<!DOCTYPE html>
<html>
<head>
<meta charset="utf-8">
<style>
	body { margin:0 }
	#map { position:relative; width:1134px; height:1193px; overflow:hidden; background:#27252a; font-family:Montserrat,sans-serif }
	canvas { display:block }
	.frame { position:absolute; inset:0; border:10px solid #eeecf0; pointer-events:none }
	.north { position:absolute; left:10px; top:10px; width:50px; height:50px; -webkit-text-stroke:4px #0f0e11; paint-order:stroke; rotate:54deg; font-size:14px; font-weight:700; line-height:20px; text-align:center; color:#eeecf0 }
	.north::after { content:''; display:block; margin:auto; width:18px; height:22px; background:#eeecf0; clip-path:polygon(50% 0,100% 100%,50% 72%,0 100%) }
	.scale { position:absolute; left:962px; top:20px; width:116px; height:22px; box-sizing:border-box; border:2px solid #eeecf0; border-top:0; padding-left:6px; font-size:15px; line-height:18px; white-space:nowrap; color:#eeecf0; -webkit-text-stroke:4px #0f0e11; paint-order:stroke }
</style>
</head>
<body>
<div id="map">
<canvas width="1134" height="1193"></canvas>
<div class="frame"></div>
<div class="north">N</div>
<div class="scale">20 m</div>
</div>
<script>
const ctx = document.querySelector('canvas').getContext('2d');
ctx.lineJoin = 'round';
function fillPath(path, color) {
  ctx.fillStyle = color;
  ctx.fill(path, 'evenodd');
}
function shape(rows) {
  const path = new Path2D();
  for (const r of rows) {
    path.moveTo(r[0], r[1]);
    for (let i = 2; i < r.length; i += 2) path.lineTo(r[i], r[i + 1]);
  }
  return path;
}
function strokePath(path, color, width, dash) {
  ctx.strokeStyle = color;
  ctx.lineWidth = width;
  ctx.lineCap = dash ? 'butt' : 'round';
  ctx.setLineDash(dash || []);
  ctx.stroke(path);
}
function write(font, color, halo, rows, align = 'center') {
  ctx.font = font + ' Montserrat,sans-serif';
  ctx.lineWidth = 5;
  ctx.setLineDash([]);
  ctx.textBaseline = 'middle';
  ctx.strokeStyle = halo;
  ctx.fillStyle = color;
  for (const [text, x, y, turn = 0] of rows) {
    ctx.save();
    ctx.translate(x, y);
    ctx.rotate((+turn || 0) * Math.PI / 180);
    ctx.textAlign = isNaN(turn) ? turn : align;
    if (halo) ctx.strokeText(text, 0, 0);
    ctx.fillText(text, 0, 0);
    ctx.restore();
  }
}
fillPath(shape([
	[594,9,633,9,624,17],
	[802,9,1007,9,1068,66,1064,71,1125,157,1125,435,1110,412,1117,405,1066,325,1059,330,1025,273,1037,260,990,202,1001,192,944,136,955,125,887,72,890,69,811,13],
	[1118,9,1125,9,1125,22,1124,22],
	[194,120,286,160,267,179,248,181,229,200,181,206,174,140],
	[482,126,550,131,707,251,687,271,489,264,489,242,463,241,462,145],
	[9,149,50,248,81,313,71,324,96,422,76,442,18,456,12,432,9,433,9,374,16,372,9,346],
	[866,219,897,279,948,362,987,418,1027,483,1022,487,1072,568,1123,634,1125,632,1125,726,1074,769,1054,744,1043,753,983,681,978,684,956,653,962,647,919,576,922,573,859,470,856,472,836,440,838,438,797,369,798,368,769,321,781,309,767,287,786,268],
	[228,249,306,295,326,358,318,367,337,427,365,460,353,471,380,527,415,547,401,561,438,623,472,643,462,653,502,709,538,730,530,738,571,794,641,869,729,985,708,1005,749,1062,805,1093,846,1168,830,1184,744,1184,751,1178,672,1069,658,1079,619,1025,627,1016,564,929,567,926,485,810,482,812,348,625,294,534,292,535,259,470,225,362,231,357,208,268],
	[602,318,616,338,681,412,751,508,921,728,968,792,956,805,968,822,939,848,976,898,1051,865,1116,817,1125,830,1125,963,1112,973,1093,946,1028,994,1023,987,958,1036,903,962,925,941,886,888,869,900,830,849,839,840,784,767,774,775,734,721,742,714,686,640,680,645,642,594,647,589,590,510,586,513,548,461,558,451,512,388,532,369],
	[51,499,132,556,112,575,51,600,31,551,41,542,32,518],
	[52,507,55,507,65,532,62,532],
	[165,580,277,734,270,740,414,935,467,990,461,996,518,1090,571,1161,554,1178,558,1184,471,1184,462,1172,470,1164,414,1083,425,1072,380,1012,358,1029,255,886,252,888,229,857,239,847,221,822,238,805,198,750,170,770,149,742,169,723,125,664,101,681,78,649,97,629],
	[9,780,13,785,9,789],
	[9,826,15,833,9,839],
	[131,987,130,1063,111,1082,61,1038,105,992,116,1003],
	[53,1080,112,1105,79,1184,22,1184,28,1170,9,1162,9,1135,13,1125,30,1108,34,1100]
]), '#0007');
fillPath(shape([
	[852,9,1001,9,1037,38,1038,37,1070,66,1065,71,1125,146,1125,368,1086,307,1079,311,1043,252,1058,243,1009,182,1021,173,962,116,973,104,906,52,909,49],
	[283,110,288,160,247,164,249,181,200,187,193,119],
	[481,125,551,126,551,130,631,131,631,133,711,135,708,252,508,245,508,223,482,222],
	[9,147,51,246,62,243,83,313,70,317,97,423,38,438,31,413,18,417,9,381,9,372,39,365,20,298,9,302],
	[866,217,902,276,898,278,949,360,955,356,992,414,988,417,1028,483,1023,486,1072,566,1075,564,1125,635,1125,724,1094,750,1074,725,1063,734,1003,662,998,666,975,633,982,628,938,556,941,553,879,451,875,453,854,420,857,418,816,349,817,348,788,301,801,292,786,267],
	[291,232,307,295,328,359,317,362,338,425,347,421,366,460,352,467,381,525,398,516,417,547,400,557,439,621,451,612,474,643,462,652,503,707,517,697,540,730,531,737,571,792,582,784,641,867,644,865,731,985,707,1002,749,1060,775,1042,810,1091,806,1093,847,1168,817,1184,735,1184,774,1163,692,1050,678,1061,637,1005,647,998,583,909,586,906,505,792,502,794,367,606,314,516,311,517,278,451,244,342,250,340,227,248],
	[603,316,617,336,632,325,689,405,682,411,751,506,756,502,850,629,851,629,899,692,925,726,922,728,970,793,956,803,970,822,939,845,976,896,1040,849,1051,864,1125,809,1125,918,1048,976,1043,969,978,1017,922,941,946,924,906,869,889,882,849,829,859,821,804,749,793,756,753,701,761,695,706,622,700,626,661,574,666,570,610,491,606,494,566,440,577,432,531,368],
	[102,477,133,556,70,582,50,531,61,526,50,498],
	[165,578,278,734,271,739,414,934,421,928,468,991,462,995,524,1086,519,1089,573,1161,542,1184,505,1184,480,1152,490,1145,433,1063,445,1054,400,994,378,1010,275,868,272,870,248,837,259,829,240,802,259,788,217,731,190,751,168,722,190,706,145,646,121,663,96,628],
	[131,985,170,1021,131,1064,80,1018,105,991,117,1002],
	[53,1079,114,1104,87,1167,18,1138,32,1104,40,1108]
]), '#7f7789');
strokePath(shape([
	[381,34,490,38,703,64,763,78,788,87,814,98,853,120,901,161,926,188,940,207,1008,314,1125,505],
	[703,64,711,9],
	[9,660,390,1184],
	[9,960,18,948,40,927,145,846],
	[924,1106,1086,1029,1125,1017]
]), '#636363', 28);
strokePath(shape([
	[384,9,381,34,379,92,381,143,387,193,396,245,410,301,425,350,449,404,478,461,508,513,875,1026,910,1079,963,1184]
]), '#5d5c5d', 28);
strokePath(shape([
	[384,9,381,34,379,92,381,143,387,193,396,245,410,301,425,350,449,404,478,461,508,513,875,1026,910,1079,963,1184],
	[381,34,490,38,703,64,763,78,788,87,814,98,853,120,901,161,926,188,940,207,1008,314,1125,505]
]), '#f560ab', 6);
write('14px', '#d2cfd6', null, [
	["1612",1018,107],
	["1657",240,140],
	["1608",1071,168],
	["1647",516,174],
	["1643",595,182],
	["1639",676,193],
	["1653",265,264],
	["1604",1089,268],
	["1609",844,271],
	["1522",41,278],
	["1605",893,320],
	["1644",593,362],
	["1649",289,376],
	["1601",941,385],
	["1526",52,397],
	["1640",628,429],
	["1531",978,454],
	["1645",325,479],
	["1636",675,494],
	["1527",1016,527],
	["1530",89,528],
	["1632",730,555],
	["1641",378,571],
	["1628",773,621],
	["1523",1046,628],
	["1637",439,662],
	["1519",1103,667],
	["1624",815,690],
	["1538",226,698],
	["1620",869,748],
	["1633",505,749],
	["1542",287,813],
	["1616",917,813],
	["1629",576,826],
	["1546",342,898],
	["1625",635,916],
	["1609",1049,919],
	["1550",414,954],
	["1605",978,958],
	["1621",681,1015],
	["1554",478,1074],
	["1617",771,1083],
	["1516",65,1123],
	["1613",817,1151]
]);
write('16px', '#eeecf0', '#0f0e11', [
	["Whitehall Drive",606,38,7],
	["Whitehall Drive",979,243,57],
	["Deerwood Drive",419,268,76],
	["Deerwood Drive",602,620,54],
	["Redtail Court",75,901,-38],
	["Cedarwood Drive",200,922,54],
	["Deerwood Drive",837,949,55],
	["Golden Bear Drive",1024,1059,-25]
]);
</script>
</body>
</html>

* _Activity_: In the entries above, find each line that includes the string "halo" and copy it.

* _Your solution_:
function write(font, color, halo, rows, align = 'center') {
  ctx.strokeStyle = halo;
    if (halo) ctx.strokeText(text, 0, 0);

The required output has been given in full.